In [1]:
%matplotlib notebook

# Session 1: Forward mode differentiation

This course introduces the concept of *differentiable programming*, a.k.a. *automatic differentiation (AD)*, or *algorithmic differentiation*. We will use the acronym AD henceforth.



## History

* Origins of AD in 1950s.
* However, it found a wider audience in the 1980s, when it became more relevant thanks to advances in both computer power and modern programming languages.
* Forward mode (the subject of this session) was discovered by Wengert in 1964.
* Further developed by Griewank in the late 1980s.

## Idea

The idea of AD is to **treat a model as a sequence of elementary instructions** (e.g., addition, multiplication, exponentiation). Here a *model* could be a function or subroutine, code block, or a whole program. Elementary operations are well-understood and their derivatives are known. As such, the derivative of the whole model may be computed by composing the derivatives of each operation using the *chain rule*.

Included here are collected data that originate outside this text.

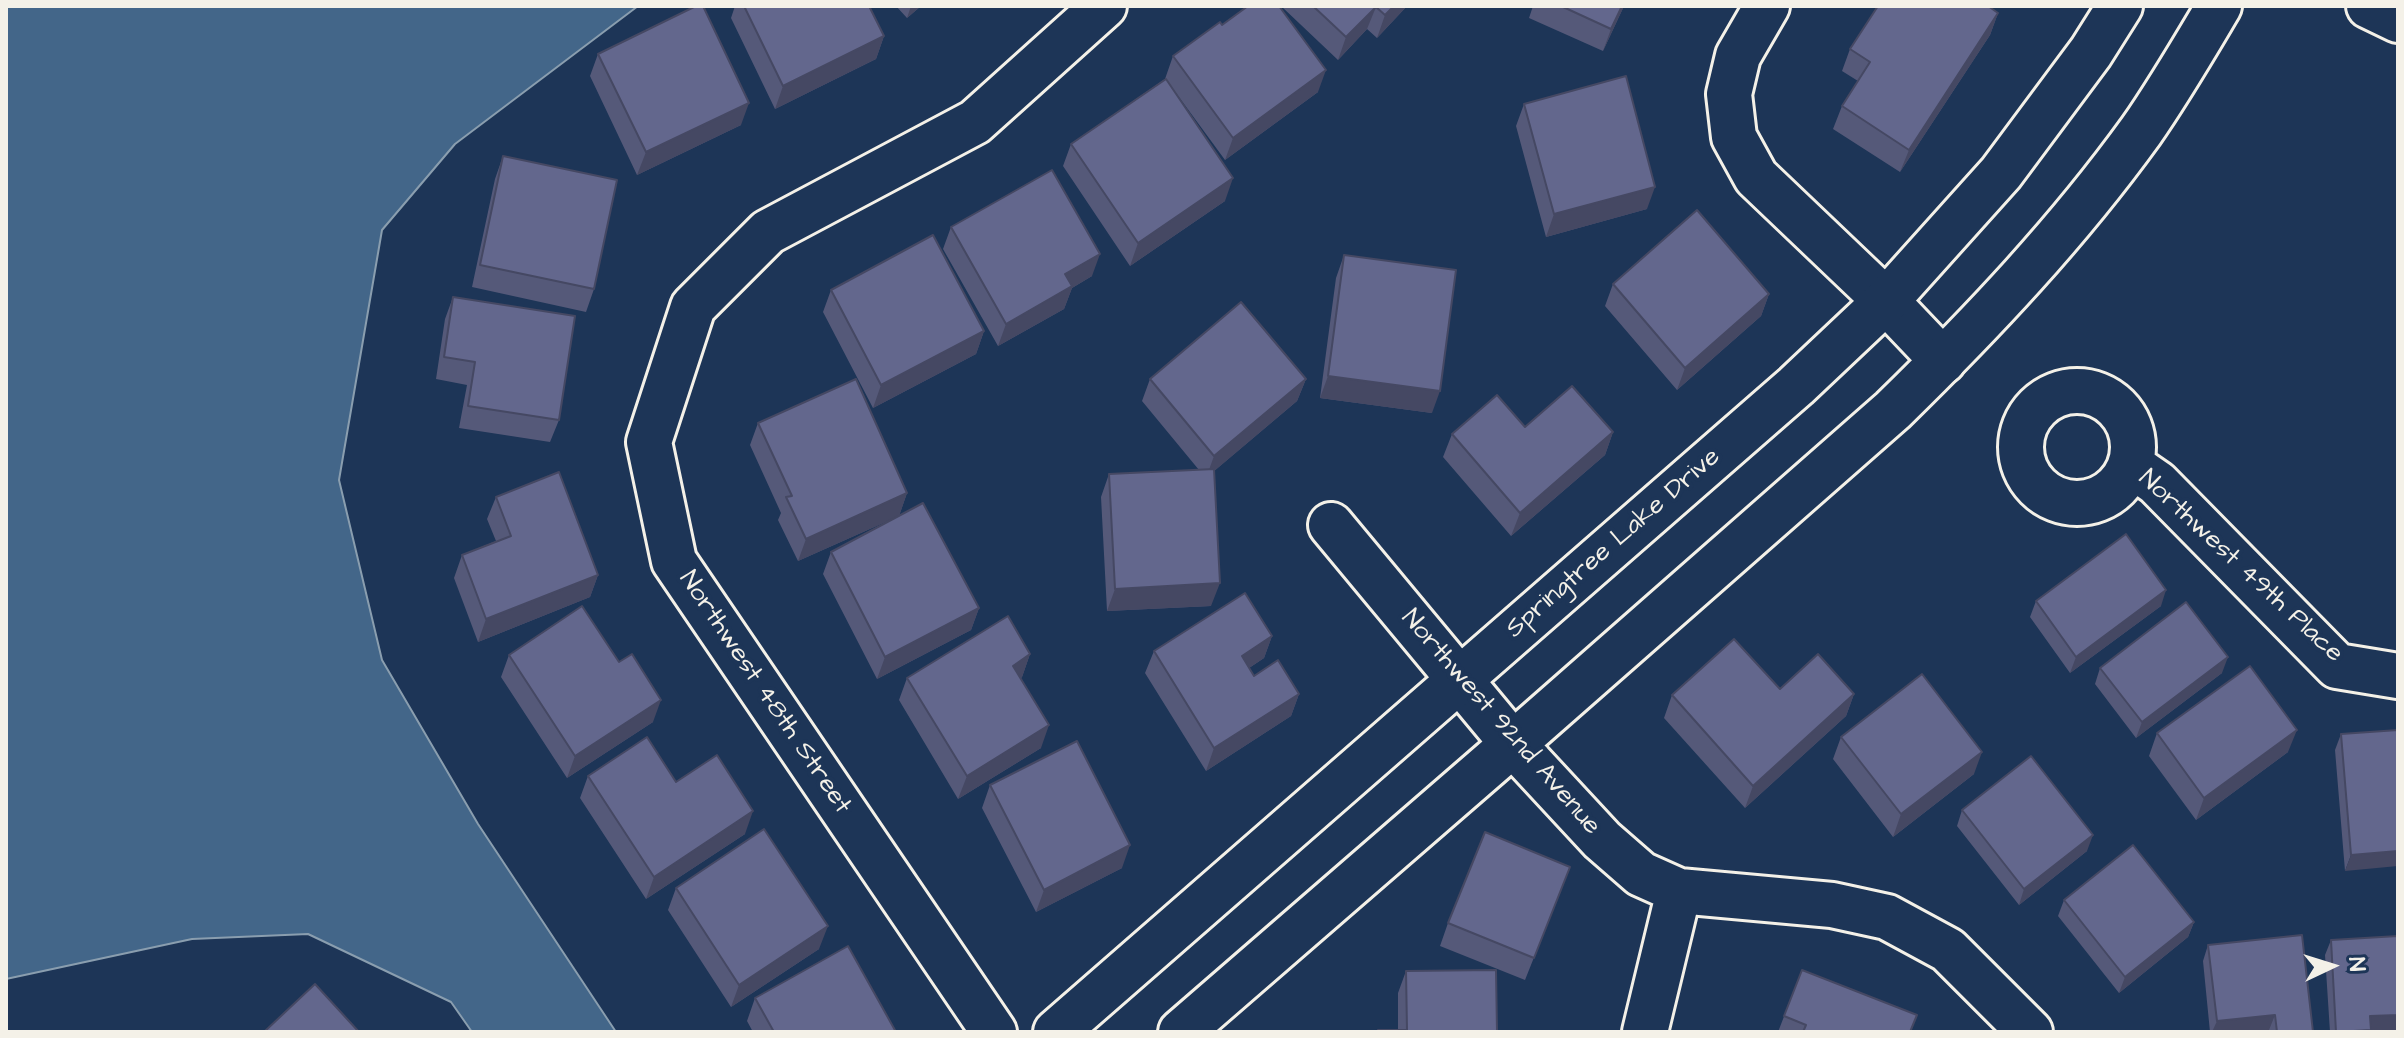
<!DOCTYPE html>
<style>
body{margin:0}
#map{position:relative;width:2404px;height:1038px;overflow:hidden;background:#1d3557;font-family:"Architects Daughter",sans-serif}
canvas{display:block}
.frame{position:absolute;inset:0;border:8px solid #f4f1e8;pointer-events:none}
.north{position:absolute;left:2292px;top:926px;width:80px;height:80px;-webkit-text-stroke:6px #1d3557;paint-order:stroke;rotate:86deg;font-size:22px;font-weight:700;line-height:32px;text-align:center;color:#f4f1e8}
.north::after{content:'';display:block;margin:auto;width:28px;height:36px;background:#f4f1e8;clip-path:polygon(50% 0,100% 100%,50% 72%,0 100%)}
</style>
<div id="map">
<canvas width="2404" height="1038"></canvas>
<div class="frame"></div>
<div class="north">N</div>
</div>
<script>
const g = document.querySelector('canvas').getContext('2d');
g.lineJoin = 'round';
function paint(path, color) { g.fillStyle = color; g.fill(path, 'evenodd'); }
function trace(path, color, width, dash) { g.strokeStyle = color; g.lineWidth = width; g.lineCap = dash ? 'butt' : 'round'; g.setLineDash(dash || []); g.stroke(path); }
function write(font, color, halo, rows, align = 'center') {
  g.font = font + ' "Architects Daughter",sans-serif'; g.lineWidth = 8; g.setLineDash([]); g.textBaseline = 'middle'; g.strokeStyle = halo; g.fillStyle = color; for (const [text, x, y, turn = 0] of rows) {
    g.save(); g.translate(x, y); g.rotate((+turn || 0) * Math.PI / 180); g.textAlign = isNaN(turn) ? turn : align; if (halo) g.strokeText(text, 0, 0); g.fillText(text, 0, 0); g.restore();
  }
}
const water = new Path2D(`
 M6,6H638L455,144L382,230L339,480L382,660L478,824L616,1032H472L451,1002L308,934L192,939L6,979Z`);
paint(water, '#436689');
trace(water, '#8a9eaf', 2);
const street = new Path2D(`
 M1767,6L1738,56L1729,94L1734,137L1756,177L1886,301L1943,361
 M2369,6L2398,20
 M2021 447a56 56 0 1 1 112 0a56 56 0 1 1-112 0Z
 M2131,465L2157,483L2337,666L2398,676
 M1331,525L1513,744L1602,840L1641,874L1679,891L1832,905L1887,917L1948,950L2030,1032
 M994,1032L674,561L649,442L693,307L768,232L975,122L1104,6
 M1645,1032L1679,891`);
const secondary = new Path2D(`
 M1056,1032L1796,386L1886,301L2001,173L2091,52L2120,6
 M1181,1032L1513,744L1893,410C1982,323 2068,232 2141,131C2169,91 2194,48 2219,6`);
trace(street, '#f4f1e8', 50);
trace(secondary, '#f4f1e8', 50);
trace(street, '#1d3557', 44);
trace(secondary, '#1d3557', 44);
paint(new Path2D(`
 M735,6H869L884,36L876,59L775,109L731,18Z
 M896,6H921L907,18Z
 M1281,6H1407L1377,38L1367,29L1338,60Z
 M1533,6H1624L1603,51L1529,18Z
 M1998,13L1990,35L1900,172L1833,129L1842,106L1858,81L1842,71L1850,49Z
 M1222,25L1318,92L1225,160L1173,89L1225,201L1130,266L1063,166L1071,144L1165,79L1173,56Z
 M598,54L741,125L637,175L590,76Z
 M1524,104L1647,209L1546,237L1516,126Z
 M503,156L594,289L586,312L472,287L495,179Z
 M951,227L1092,276L1072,288L1064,309L998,346L943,249Z
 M1344,255L1432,413L1320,398L1336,278Z
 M1613,284L1769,294L1761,316L1677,390L1605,306Z
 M831,290L984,331L976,354L873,408L823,312Z
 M453,297L559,420L550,442L459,428L467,385L436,379L445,319Z
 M1150,379H1306L1297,401L1214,471L1211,606L1107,611L1101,497L1109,474L1199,470L1142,401Z
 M758,423L907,493L899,516L798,561L778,520L781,513L750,445Z
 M1525,427L1613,432L1605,455L1511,536L1443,457L1452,434Z
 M496,497L598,575L590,597L478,642L454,578L462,555L496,541L487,519Z
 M831,552L979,608L971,630L877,679L823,574Z
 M2036,601L2161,606L2070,673L2030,617Z
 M1272,636L1264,658L1249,668L1254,676L1299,694L1291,716L1206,771L1145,673L1154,651Z
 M1030,654L1022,677L1021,678L1041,748L958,799L899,700L907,678Z
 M509,655L653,722L567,778L501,677Z
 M2100,668L2222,673L2136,738L2095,684Z
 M1780,689L1854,694L1846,716L1745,808L1664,718L1672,695Z
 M2398,730L2345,871L2335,750L2341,734Z
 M2157,733L2288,752L2196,820L2149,756Z
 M1841,737L1974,774L1893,837L1833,759Z
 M588,776L676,782L745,834L646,899L580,798Z
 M990,785L1122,868L1036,912L982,808Z
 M1962,810L2087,851L2019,905L1957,826Z
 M1570,867L1525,980L1440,946L1448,923Z
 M676,888L819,949L731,1007L668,910Z
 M2064,900L2194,922L2188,937L2119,993L2058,916Z
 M2398,936V1030L2330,1032L2325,955L2331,940Z
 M2208,945L2313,1032H2269V1030L2254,1032H2210L2203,961Z
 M1802,970L1911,1032H1778Z
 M1406,971L1497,1032H1377L1378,1030H1398V993Z
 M755,998L896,1032H753L747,1021Z`), '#555979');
paint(new Path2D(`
 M911,6H921L907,18Z
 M1394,6H1407L1377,38L1385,15Z
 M1622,6H1624L1603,51L1611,29Z
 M1376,7L1367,29L1338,60L1346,37Z
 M1998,13L1990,35L1900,172L1909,150Z
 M884,36L876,59L775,109L783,86Z
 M1326,70L1318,92L1225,160L1233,138Z
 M749,103L741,125L637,175L646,152Z
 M1233,178L1225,201L1130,266L1138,243Z
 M1655,187L1647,209L1546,237L1554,214Z
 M1100,254L1092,276L1072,288L1064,309L998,346L1006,324L1065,274Z
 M1769,294L1761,316L1677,390L1685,368Z
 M984,331L976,354L873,408L881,385Z
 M1328,376L1440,391L1432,413L1320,398Z
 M1306,379L1297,401L1206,478L1214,456Z
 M1613,432L1605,455L1511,536L1520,513Z
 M907,493L899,516L798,561L806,539Z
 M598,575L590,597L478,642L486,619Z
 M1220,583L1211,606L1107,611L1115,589Z
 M2166,590L2161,606L2070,673L2076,657Z
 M979,608L971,630L877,679L885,657Z
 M1272,636L1264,658L1234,678L1242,656Z
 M1030,654L1022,677L1005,688L1013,666Z
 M2228,657L2222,673L2136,738L2142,722Z
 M1299,694L1291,716L1206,771L1214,748Z
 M1854,694L1846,716L1745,808L1753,786Z
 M661,700L653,722L567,778L575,756Z
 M1049,725L1041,748L958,799L967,776Z
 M2297,730L2288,752L2196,820L2204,798Z
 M1982,752L1974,774L1893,837L1901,814Z
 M753,811L745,834L646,899L654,877Z
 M2093,835L2087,851L2019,905L2024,889Z
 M1130,845L1122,868L1036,912L1044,890Z
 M2398,851V866L2345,871L2351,855Z
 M2194,922L2188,937L2119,993L2125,977Z
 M828,926L819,949L731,1007L739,985Z
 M2275,1015L2269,1030L2254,1032H2212L2217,1021Z
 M2398,1015V1030L2336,1032L2370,1016Z`), '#454863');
const building = new Path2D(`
 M696,6H703L749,103L646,152L598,54Z
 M744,6H869L884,36L783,86Z
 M1248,6H1279L1326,70L1233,138L1173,56L1220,22L1222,25Z
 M1313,6H1394L1385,15L1376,7L1346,37Z
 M1561,6H1622L1611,29Z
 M1878,6H1988L1998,13L1909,150L1842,106L1870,62L1850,49Z
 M1626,76L1655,187L1554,214L1524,104Z
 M1166,79L1233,178L1138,243L1071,144Z
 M503,156L617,180L594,289L480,265Z
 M1052,170L1100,254L1065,274L1072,286L1006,324L951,227Z
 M1697,210L1769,294L1685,368L1613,284Z
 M933,235L984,331L881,385L831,290Z
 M1344,255L1456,270L1440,391L1328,376Z
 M453,297L575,316L559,420L468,406L475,362L444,357Z
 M1241,302L1306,379L1214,456L1150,379Z
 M856,379L907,493L806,539L786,497L792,496L758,423Z
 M1572,386L1613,432L1520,513L1452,434L1497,395L1525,427Z
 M1214,469L1220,583L1115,589L1109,474Z
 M559,472L598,575L486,619L462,555L511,536L496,497Z
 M923,503L979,608L885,657L831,552Z
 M2126,534L2166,590L2076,657L2036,601Z
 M1245,593L1272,636L1242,656L1254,676L1278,660L1299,694L1214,748L1154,651Z
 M2186,602L2228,657L2142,722L2100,668Z
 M582,606L619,662L632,654L661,700L575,756L509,655Z
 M1008,616L1030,654L1013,666L1049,725L967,776L907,678Z
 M1734,639L1780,689L1818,654L1854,694L1753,786L1672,695Z
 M2250,666L2297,730L2204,798L2157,733Z
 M1922,674L1982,752L1901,814L1841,737Z
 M2398,730V851L2351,855L2341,734Z
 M647,737L676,782L717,755L753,811L654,877L588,776Z
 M1077,741L1130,845L1044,890L990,785Z
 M2031,756L2093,835L2024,889L1962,810Z
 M764,829L828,926L739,985L676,888Z
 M1485,832L1570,867L1534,958L1448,923Z
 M2133,845L2194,922L2125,977L2064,900Z
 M2302,935L2313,1032H2277L2275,1015L2217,1021L2208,945Z
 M2398,936V1015L2370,1016L2371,1030L2336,1032L2331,940Z
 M848,946L896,1032H774L755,998Z
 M1496,970L1497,1032H1378V1030H1407L1406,971Z
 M1802,970L1917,1015L1910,1032H1803L1806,1025L1784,1016Z
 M315,984L359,1032H264Z`);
paint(building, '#63678d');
trace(building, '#454863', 2);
write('26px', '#f4f1e8', '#1d3557', [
 ["Springtree Lake Drive",1614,544,-41],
 ["Northwest 49th Place",2240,567,43],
 ["Northwest 48th Street",764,693,56],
 ["Northwest 92nd Avenue",1500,723,49]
]);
</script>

#### Recap on A-level maths: the Chain Rule

Consider two composable, differentiable (mathematical) functions, $f$ and $g$, with composition $h=f\circ g$. By definition, this means
$$h(x)=(f\circ g)(x)=g(f(x)).$$

Then the *chain rule* states that the derivative of $h$ may be computed in terms of the derivatives of $f$ and $g$ using the formula
$$h'(x)=(f\circ g)'(x)=(f'\circ g)(x)\,g'(x)=g(f'(x))\,g'(x).$$

## References

* R. E. Wengert. *A simple automatic derivative evaluation program*. Communications
of the ACM, 7(8):463–464, 1964.
* A. Griewank. *Achieving logarithmic growth of temporal and spatial complexity in
reverse automatic differentiation.* Optimization Methods & Software, 1:35–54, 1992.
* D. Cortild, et al. *A Brief Review of Automatic Differentiation.* (2023).